Account abstraction makes it possible: Wirex issues debit cards that allow you to pay anywhere from your Ethereum wallet – while retaining full control. Sounds too good to be true, but it is true.

What fascinating but initially confusing news: The online wallet Wirex, which has long combined wallets and debit cards, is opening a decentralized payment network with WPay. This should allow you to spend your cryptocurrencies and tokens at more than 50 million retailers worldwide using a non-fiduciary debit card.

I’m sorry, what? A “non-fiduciary debit card” that can be used to pay anywhere like other cards? How is that supposed to be possible?

It is possible, and Wirex is not the only provider. Gnosis Pay started sending non-fiduciary debit cards around this week. But let’s stick with Wirex for now.

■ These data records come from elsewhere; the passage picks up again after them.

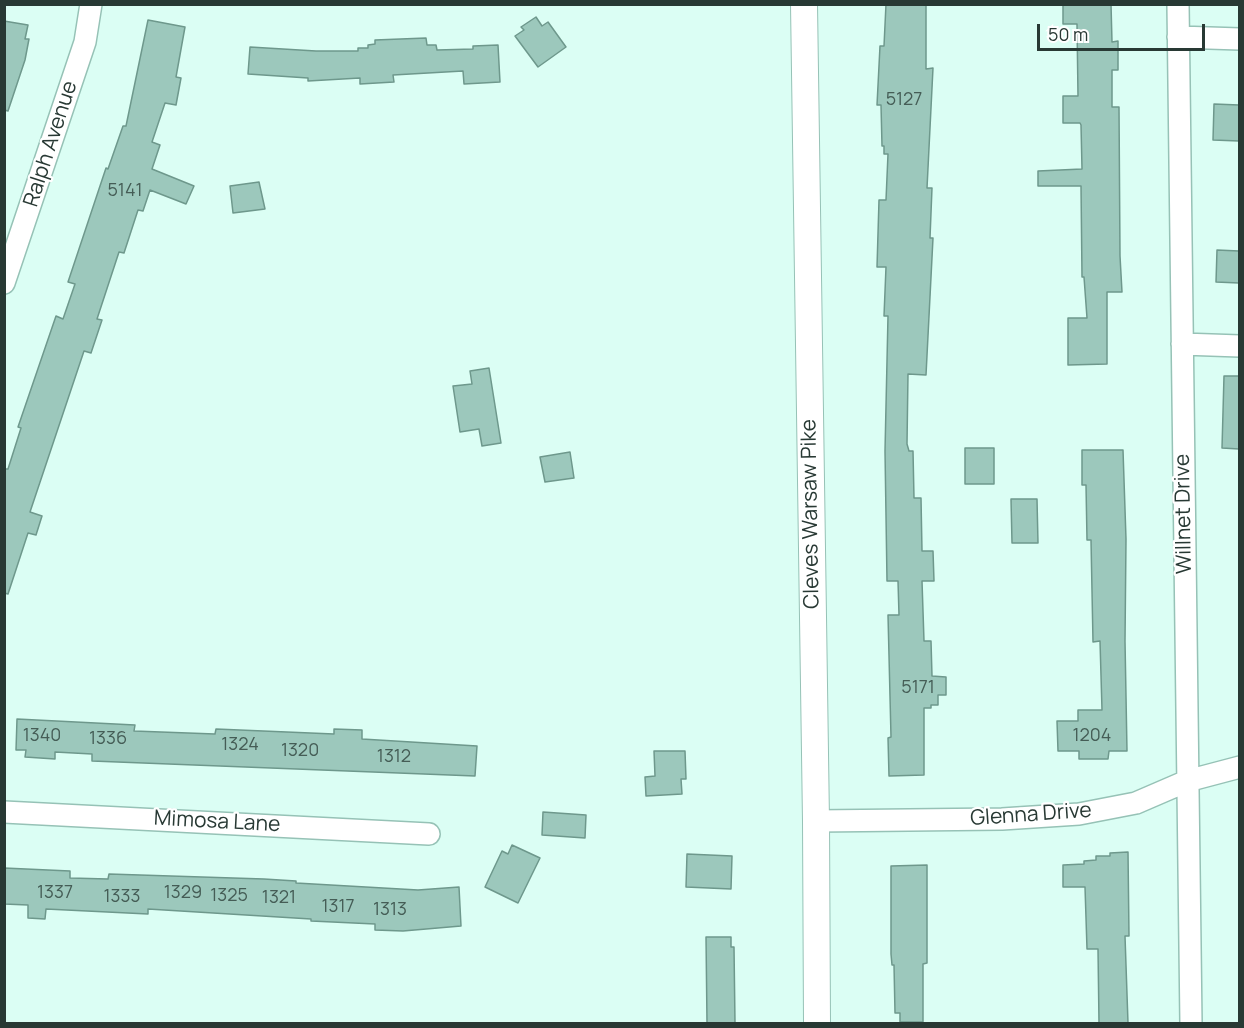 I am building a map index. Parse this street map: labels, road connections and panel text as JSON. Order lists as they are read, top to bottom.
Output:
{
  "streets": {
    "street": [
      "Ralph Avenue",
      "Cleves Warsaw Pike",
      "Willnet Drive",
      "Glenna Drive",
      "Mimosa Lane"
    ]
  },
  "crossings": [
    ["Cleves Warsaw Pike", "Glenna Drive"],
    ["Willnet Drive", "Glenna Drive"]
  ],
  "house_numbers": [
    "5127",
    "5141",
    "5171",
    "1340",
    "1204",
    "1336",
    "1324",
    "1320",
    "1312",
    "1337",
    "1329",
    "1325",
    "1333",
    "1321",
    "1317",
    "1313"
  ],
  "scale_bar": "50 m"
} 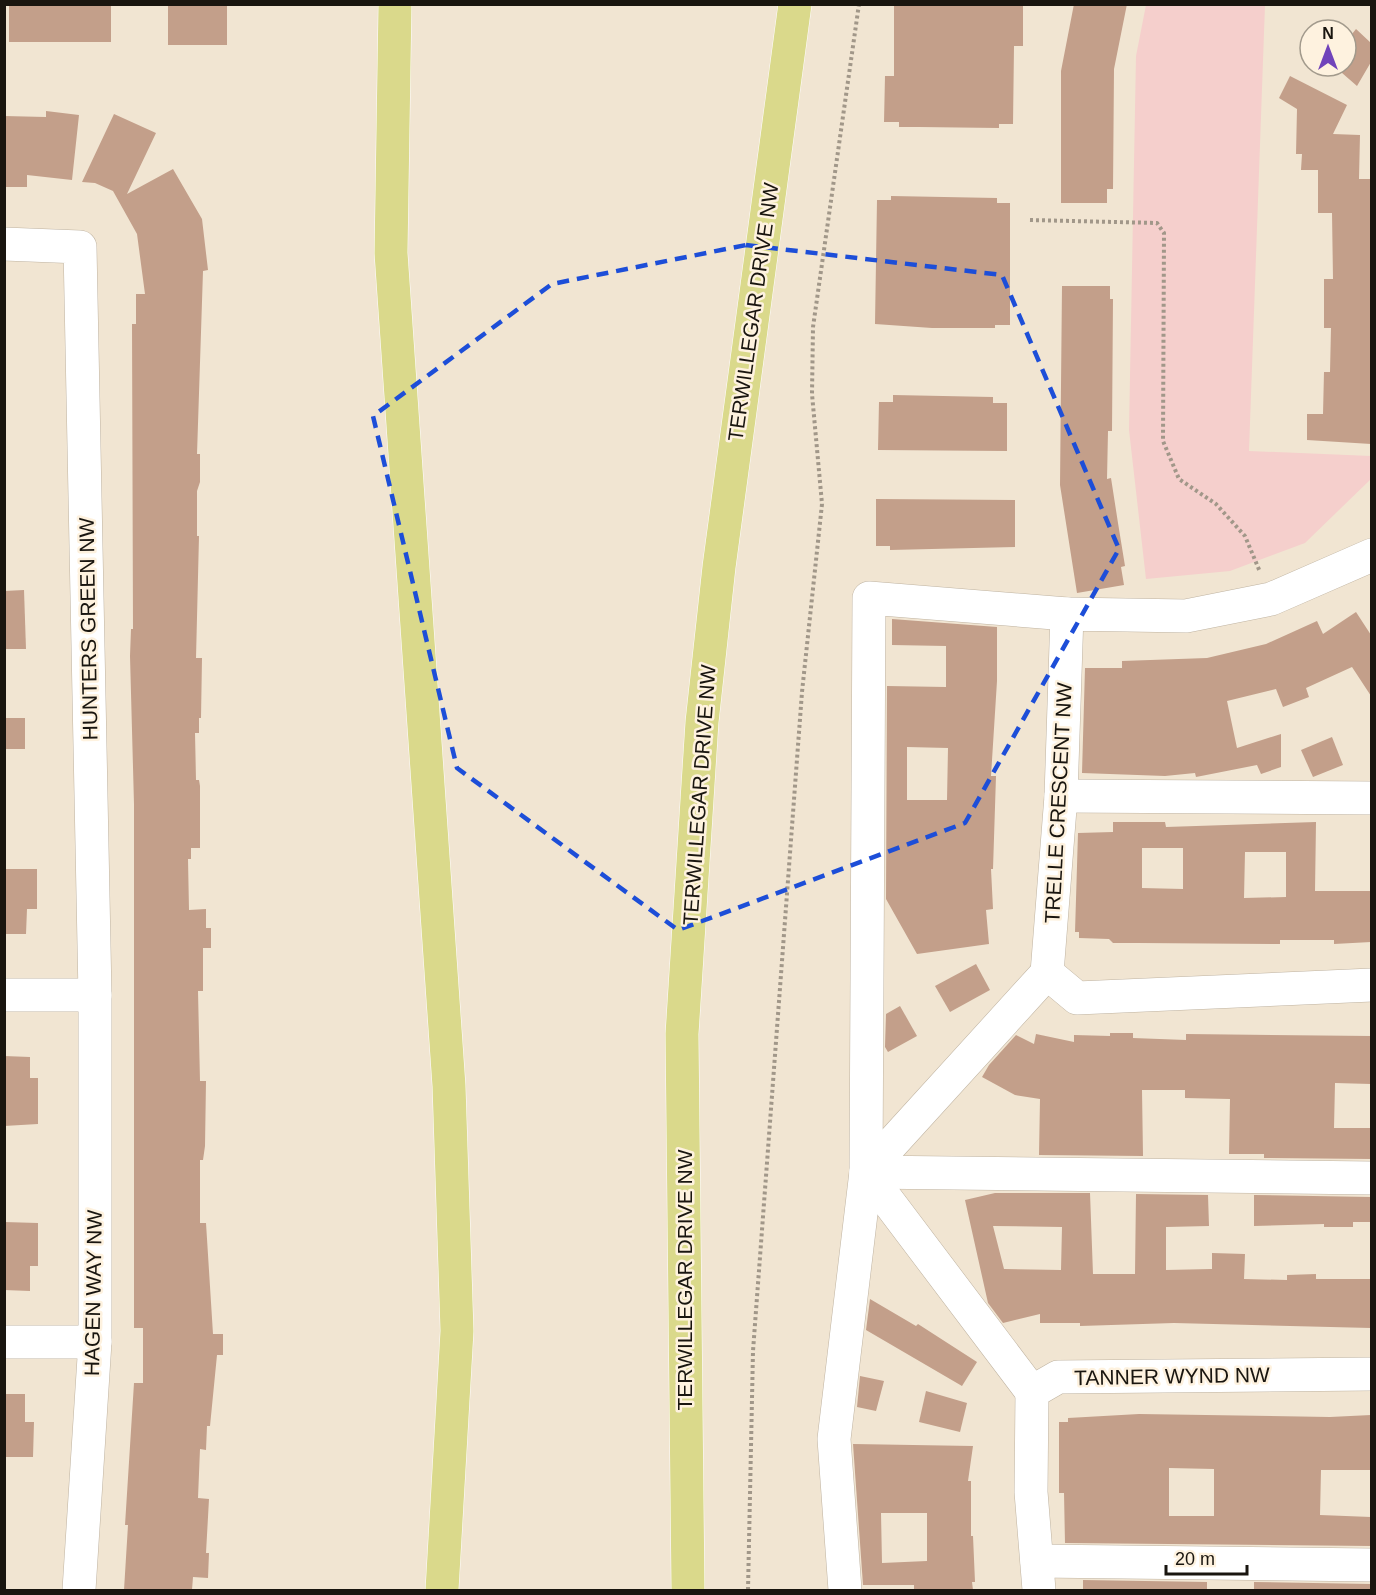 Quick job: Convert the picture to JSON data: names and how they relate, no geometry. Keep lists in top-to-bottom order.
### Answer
{
  "streets": {
    "main road": ["TERWILLEGAR DRIVE NW"],
    "street": [
      "HUNTERS GREEN NW",
      "TRELLE CRESCENT NW",
      "HAGEN WAY NW",
      "TANNER WYND NW"
    ]
  },
  "crossings": [
    ["HUNTERS GREEN NW", "HAGEN WAY NW"]
  ],
  "scale_bar": "20 m",
  "north": "top"
} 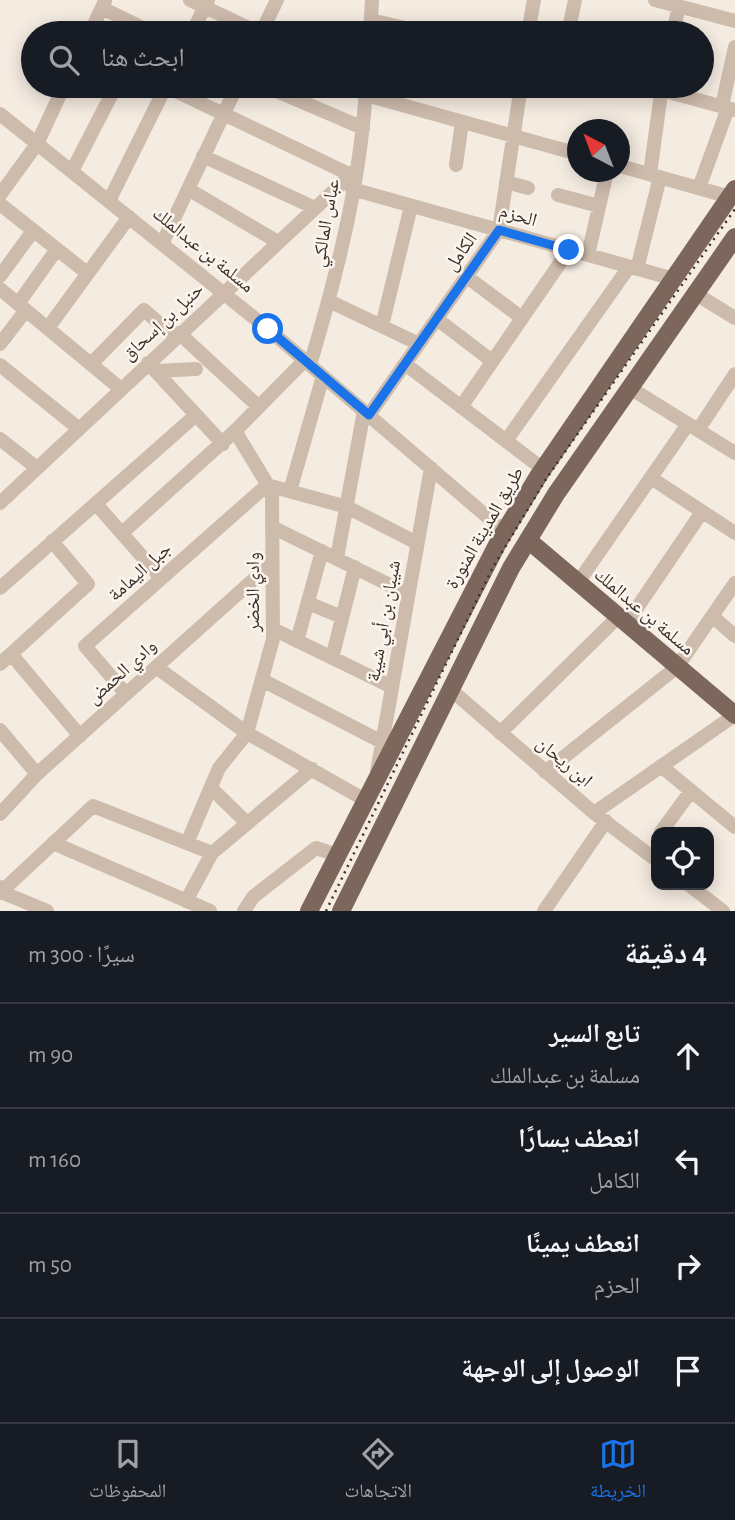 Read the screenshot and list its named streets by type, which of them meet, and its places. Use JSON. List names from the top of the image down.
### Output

Wirex explains that the user starts with a normal Ethereum wallet. Metamask, Encrypt, and so on. The user then connects this ordinary wallet with a “smart wallet” based on “account abstraction”. Among other things, he can set spending limits for these. The smart wallet stands between the user and the debit card, which is from Visa or MasterCard, and, according to the plan, also the bank account.

“Behind the scenes, payments are processed seamlessly by the WPay platform,” writes Wirex. “There is no reason to worry about the details. WPay takes care of the processing processes with Visa, Mastercard and the merchants.”

Wirex doesn’t reveal much more. That’s pretty thin. Somehow account abstraction is at the heart of the construction, but why and how remains obscure.

To understand what is happening here, you should visit the Visa website. There, the credit card provider presents a solution on how to “write a smart contract for a non-fiduciary wallet that allows credit to be drawn automatically instead of requiring the user’s participation for every push payment.” That could answer our question .

The core problem is this: When using a non-fiduciary crypto wallet, only “pull transactions” are possible, i.e. transactions that the sender initiates. Direct debits and standing orders are impossible. This is the fundamental limitation of crypto as a means of payment.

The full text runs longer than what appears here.